At its most basic, machine learning for security involves feeding massive amounts of data to the AI program, which the software then analyzes to spot patterns and recognize what is, and isn’t, a threat. If you do this millions of times, the machine becomes smart enough to prevent intrusions and malware on its own.

Theoretically.

Machine learning naysayers argue that hackers can write malware to trick AI. Sure the software can learn really fast, but it stumbles when it encounters data its creators didn’t anticipate. Remember how trolls turned ? It makes a good case against relying on AI for cybersecurity, where the stakes are so high.

Even so, that has protected Las Vegas’ network and thousands of sensors for the last 18 months.

Since last February, Darktrace has defended the city from cyberattacks, around the clock. That comes in handy when you have only three staffers handling cybersecurity for people, 3,000 employees and thousands of online devices. It was worse when Sherwood joined two years ago.

“That was the time where we only had one security person on the team,” Sherwood tells me. “That was when I thought, ‘I need help and I can’t afford to hire more people.'”

He’d already used Darktrace in his previous job as deputy director of public safety and city technology in Irvine, California, and he thought the software could help in Las Vegas. Within two weeks, Darktrace found malware on Las Vegas’ network that was sending out data.

“We didn’t even know,” Sherwood says. “Traditional scanners weren’t picking it up.”  

Pattern recognition

I’m standing in front of a tattoo parlor in , a little more than 4 miles from Caesars Palace. Across the street, I see three shuttered stores next to two bail bonds shops.

I’m convinced the taxi driver dropped me off at the wrong location.

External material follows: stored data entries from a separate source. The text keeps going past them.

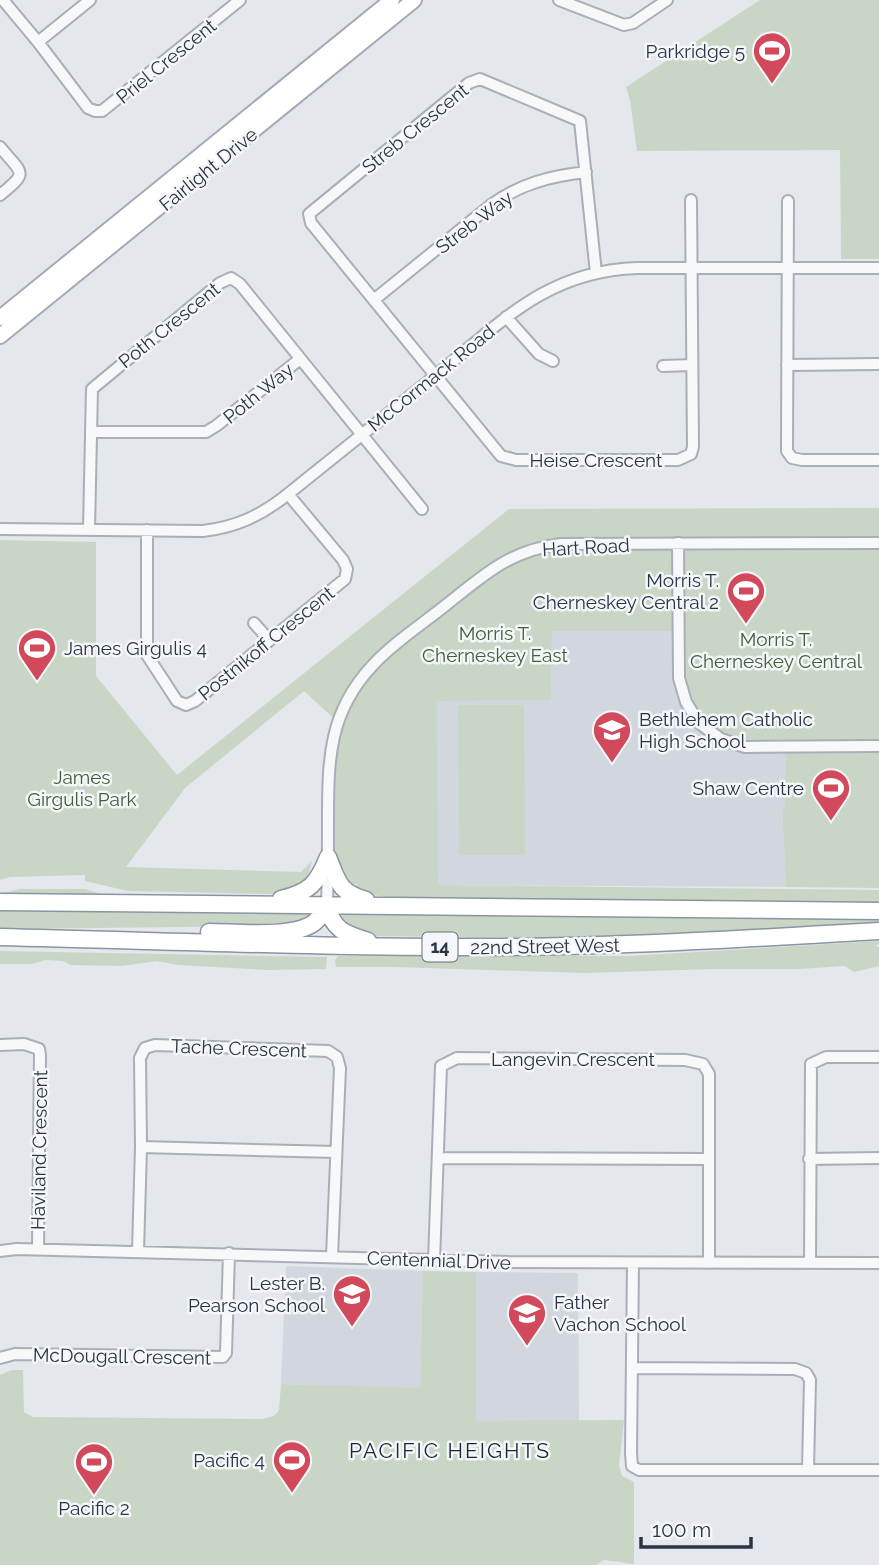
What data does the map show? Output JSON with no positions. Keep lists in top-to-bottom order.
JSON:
{
  "streets": {
    "highway": ["22nd Street West", "14"],
    "main road": ["Fairlight Drive"],
    "street": [
      "Priel Crescent",
      "Streb Crescent",
      "Streb Way",
      "Poth Crescent",
      "McCormack Road",
      "Poth Way",
      "Heise Crescent",
      "Hart Road",
      "Postnikoff Crescent",
      "Tache Crescent",
      "Langevin Crescent",
      "Haviland Crescent",
      "Centennial Drive",
      "McDougall Crescent"
    ]
  },
  "crossings": [
    ["Streb Crescent", "Streb Way"],
    ["Streb Crescent", "McCormack Road"],
    ["Streb Crescent", "Heise Crescent"],
    ["Poth Crescent", "McCormack Road"],
    ["Poth Crescent", "Poth Way"],
    ["McCormack Road", "Heise Crescent"],
    ["McCormack Road", "Postnikoff Crescent"],
    ["Hart Road", "22nd Street West"],
    ["Tache Crescent", "Centennial Drive"],
    ["Langevin Crescent", "Centennial Drive"],
    ["Haviland Crescent", "Centennial Drive"],
    ["Centennial Drive", "McDougall Crescent"]
  ],
  "districts": ["PACIFIC HEIGHTS"],
  "parks": ["Morris T. Cherneskey East", "Morris T. Cherneskey Central", "James Girgulis Park"],
  "places": {
    "sports": [
      "Parkridge 5",
      "Morris T. Cherneskey Central 2",
      "James Girgulis 4",
      "Shaw Centre",
      "Pacific 4",
      "Pacific 2"
    ],
    "school or university": ["Bethlehem Catholic High School", "Lester B. Pearson School", "Father Vachon School"]
  },
  "scale_bar": "100 m"
}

This is supposed to be Vegas’ $1 million Innovation District project? Where are the in the area? Or the ?

I look again at the Innovation District map on my phone. I’m in the right place. Despite the rundown stores, trailer homes and empty lots, this corner of downtown Vegas is much smarter than it looks.

That’s because hidden on the roads and inside all the streetlights, traffic signals and pipes are thousands of sensors. They’re tracking the air quality, controlling the lights and water, counting the cars traveling along the roads, and providing Wi-Fi.

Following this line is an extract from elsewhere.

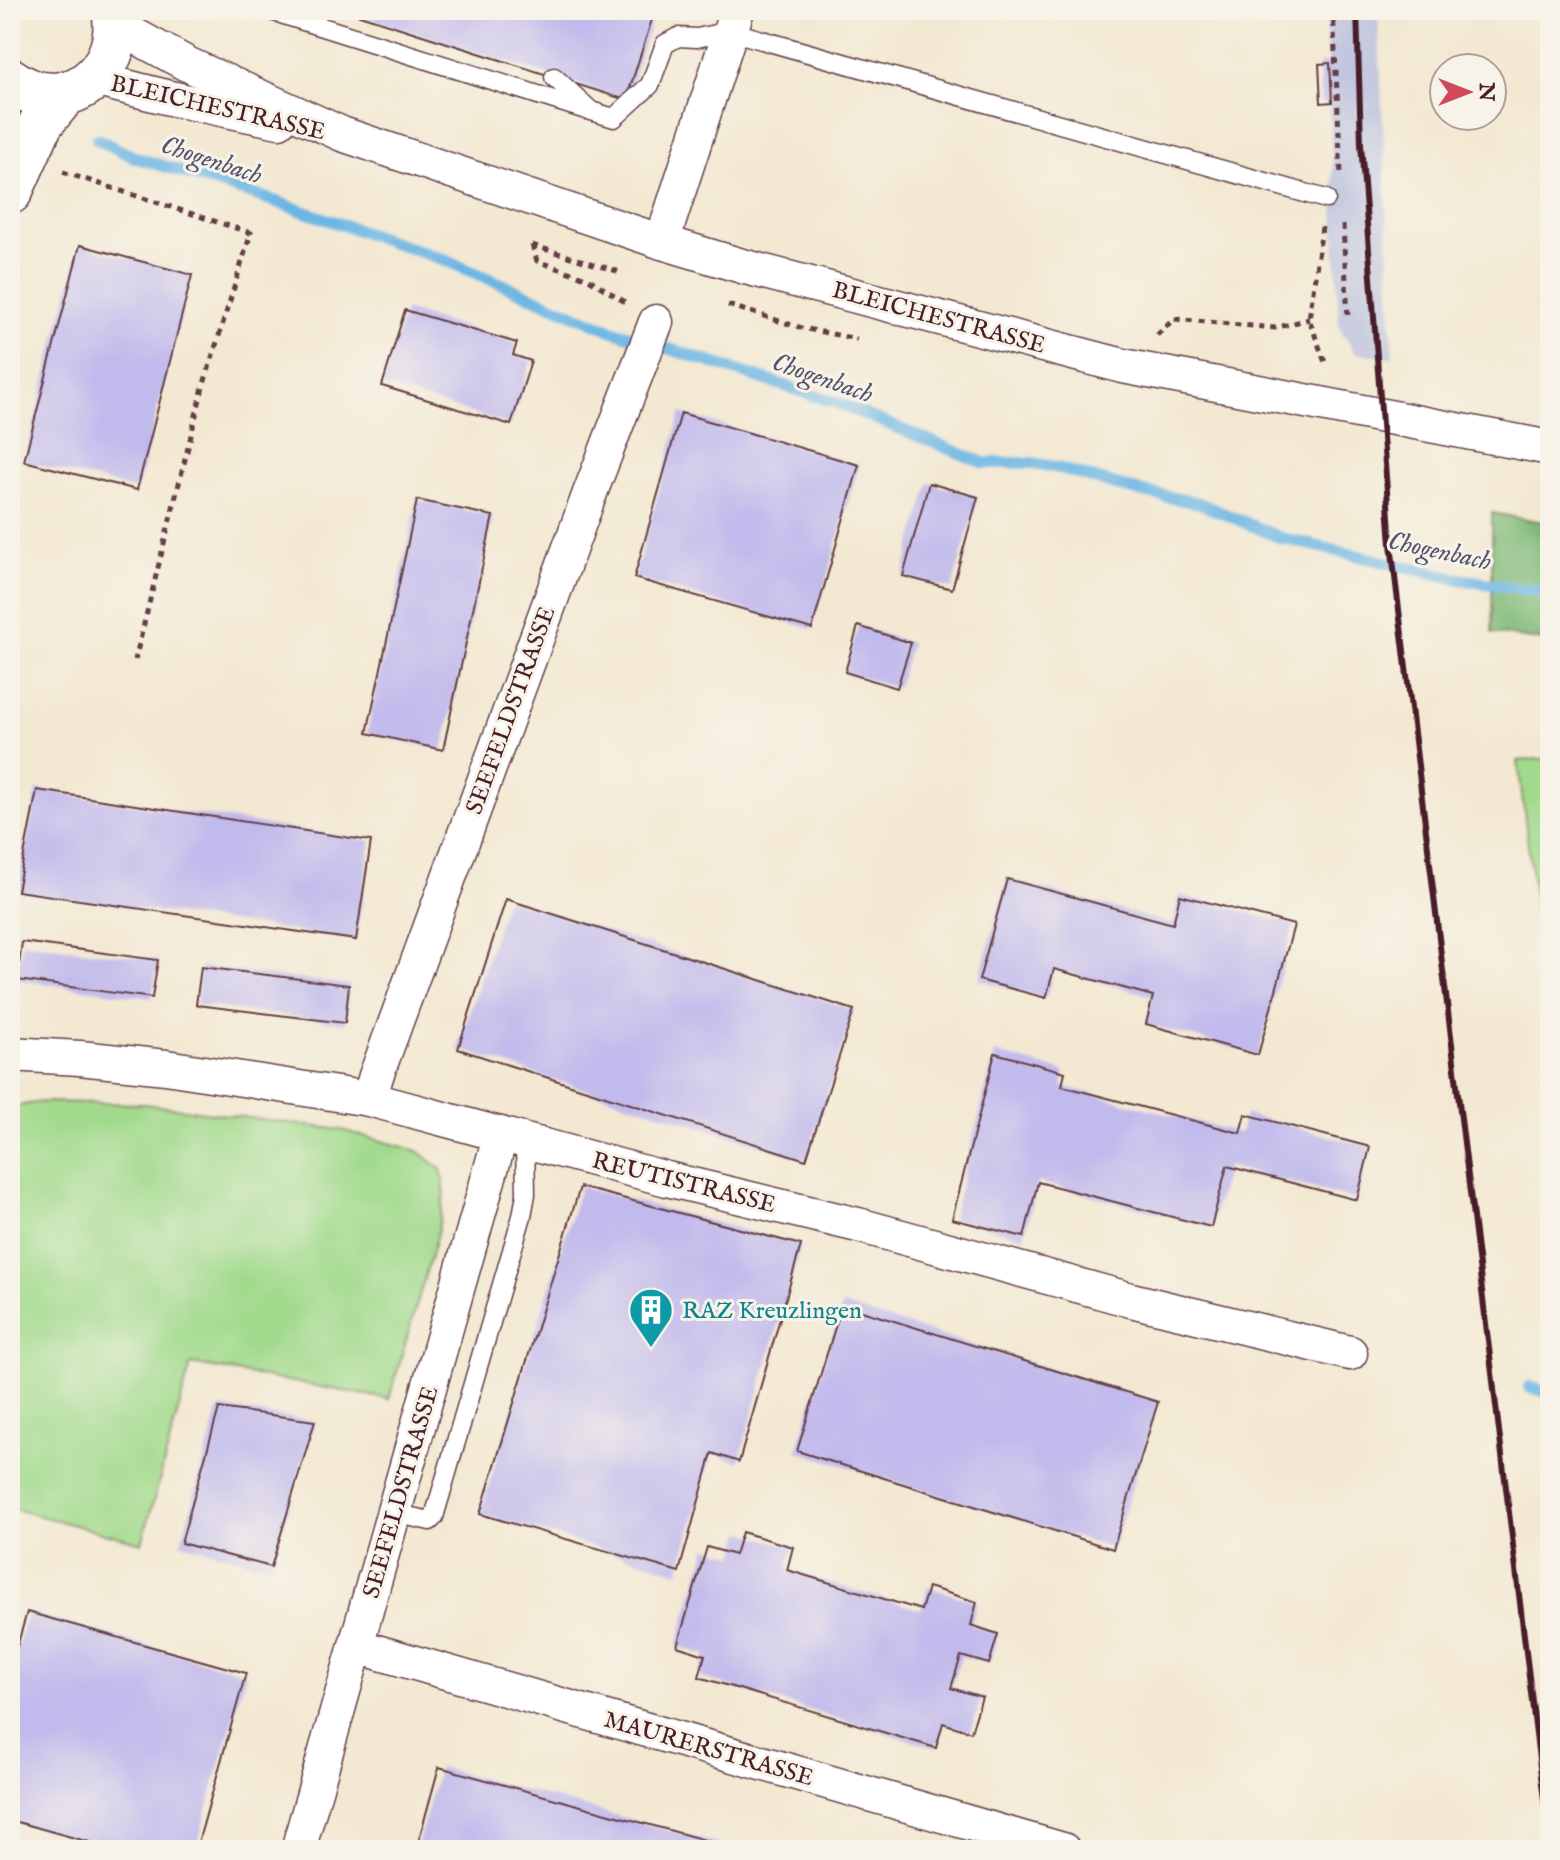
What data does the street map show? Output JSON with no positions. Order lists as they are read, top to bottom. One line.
{"streets":{"street":["BLEICHESTRASSE","SEEFELDSTRASSE","REUTISTRASSE","MAURERSTRASSE"]},"crossings":[["SEEFELDSTRASSE","REUTISTRASSE"],["SEEFELDSTRASSE","MAURERSTRASSE"]],"water":["Chogenbach"],"places":{"building":["RAZ Kreuzlingen"]},"north":"right"}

aicybersecurity-3aicybersecurity-3

Aaron Robinson/CNET

Officials chose the city’s rundown area to serve as its Innovation District because they wanted to redevelop it, with help from technology, Sherwood says. There’s just one problem: darkmarkets All those connected devices are potential targets for a cyberattack. That’s where Darktrace comes in.

Sherwood willingly banks on Darktrace to protect the city’s entire network because the software comes at machine learning from a different angle. Most machine learning tools rely on brute force: cramming themselves with thousands of terabytes of data so they can learn through plenty of trial and error. That’s how IBM’s Deep Blue computer learned to defeat Garry Kasparov, the world chess champion, dark web darknet market links in a best-of-seven match in 1997. In the security world, that data describes malware signatures — essentially algorithms that identify specific viruses or worms, for instance.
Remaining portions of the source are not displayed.